In the 1960s, Kaiser-Willys licensed Vehículos Industriales y Agrícolas (VIASA) of Zaragoza in Aragon to build Jeeps in Spain. Beginning in 1970, the "SV" line of commercial trucks were built using the Commando 4x4 Jeep chassis, just like the FC models in the United States.

However, the Iberian models were unlike any Jeeps produced elsewhere and featured indigenously developed body designs. The SV line included the Campeador (one-ton pickup), Duplex (double cab pickup), Furgon (one-ton van), and the Toledo (9-seat luxury passenger van). Two engines were available: the Super Hurricane in-line six petrol and a Perkins 4-cylinder diesel. The Willys 226.2 cuinengine was rated at 105 hp and 190 lb.ft of torque while the 3.0 L Perkins diesel produced 62 hp and 143 lb.ft of torque. The diesel achieved almost 30 mpgus.

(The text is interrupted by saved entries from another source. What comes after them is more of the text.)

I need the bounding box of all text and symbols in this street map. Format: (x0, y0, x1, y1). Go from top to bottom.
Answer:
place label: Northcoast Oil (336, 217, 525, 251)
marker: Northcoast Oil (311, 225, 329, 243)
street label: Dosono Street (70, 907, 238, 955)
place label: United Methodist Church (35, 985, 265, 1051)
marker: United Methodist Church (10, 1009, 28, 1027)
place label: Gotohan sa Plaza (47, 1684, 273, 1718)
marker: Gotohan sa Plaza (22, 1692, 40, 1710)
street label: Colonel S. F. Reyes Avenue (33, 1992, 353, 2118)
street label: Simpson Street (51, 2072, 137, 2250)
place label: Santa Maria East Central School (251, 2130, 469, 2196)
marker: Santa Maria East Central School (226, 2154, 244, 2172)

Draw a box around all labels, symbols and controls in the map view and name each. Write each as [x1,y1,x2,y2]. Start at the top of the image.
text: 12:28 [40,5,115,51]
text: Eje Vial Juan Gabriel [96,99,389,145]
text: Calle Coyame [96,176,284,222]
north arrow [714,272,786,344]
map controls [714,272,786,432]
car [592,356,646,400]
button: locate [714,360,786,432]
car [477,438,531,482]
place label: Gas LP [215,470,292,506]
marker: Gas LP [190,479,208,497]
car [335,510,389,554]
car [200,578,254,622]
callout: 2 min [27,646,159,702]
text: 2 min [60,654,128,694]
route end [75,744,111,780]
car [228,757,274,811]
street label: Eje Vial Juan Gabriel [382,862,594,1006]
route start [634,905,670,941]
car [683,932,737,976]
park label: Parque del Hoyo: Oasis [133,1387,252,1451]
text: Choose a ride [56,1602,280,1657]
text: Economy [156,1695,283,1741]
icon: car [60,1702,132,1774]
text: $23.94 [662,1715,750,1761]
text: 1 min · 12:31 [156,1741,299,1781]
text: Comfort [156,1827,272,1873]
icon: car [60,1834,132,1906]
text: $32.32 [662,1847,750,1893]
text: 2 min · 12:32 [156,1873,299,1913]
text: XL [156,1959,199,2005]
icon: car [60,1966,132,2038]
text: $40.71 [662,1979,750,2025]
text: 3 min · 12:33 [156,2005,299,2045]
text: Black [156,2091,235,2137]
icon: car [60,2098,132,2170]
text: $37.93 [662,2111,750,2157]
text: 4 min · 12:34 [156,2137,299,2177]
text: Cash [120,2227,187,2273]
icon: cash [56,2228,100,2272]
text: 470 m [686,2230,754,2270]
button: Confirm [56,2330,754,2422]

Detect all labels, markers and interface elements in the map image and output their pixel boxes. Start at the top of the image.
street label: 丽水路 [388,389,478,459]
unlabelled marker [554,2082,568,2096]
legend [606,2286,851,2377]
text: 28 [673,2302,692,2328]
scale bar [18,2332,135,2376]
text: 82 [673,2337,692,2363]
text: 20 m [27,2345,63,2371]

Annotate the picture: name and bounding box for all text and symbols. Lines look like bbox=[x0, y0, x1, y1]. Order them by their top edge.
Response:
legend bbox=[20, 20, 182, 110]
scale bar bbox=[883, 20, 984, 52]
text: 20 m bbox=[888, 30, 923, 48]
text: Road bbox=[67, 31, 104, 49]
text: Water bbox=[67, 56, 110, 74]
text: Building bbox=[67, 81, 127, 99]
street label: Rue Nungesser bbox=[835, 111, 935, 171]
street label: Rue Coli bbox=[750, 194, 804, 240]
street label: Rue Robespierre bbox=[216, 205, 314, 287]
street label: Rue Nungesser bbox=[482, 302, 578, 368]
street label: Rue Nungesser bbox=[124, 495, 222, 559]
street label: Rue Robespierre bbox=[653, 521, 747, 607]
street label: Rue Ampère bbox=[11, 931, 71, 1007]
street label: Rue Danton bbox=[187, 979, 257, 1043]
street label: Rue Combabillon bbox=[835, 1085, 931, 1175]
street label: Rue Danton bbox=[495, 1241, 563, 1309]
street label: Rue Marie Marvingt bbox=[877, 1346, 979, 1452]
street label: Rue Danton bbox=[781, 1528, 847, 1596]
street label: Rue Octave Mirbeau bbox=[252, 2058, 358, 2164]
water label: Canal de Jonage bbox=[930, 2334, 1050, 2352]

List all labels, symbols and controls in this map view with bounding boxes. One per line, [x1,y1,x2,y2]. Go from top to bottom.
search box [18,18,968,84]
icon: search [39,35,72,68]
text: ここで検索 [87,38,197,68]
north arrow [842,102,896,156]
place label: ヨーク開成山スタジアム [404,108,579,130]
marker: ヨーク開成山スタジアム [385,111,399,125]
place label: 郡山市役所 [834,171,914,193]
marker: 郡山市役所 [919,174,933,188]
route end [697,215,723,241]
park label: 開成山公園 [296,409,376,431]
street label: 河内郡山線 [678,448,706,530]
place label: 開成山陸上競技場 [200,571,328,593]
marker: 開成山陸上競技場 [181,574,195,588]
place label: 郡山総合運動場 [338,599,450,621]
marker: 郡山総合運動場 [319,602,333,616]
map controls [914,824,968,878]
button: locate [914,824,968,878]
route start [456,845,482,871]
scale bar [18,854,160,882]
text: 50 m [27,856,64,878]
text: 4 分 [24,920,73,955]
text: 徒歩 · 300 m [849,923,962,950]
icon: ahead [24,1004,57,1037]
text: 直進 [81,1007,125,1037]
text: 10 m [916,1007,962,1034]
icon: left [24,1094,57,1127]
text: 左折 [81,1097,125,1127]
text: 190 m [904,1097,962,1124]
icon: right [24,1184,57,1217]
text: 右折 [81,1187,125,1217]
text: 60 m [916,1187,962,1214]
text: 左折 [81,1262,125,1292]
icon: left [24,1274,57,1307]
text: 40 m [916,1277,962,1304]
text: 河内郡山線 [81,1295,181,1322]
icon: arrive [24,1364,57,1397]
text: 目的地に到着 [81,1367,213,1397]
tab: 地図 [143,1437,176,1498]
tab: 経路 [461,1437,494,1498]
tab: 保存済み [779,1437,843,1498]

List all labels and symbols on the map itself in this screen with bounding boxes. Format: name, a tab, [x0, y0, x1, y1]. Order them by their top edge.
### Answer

During the late 1970s, VIASA was absorbed by Ebro trucks, a division of Motor Ibérica. Production of the full SV line continued until 1985, including versions for the Spanish army.

Nissan took complete control of Ebro in 1987, and the company was named Nissan Motor Ibérica.

== Wide-track concept ==
Kaiser contracted Crown Coach Corporation, a bus manufacturer, to build a "Wide-Trac" forward control concept car that combines elements of the original Jeep FC trucks, the VIASA SV pickup, and Brooks Stevens' 1960 proposed facelift.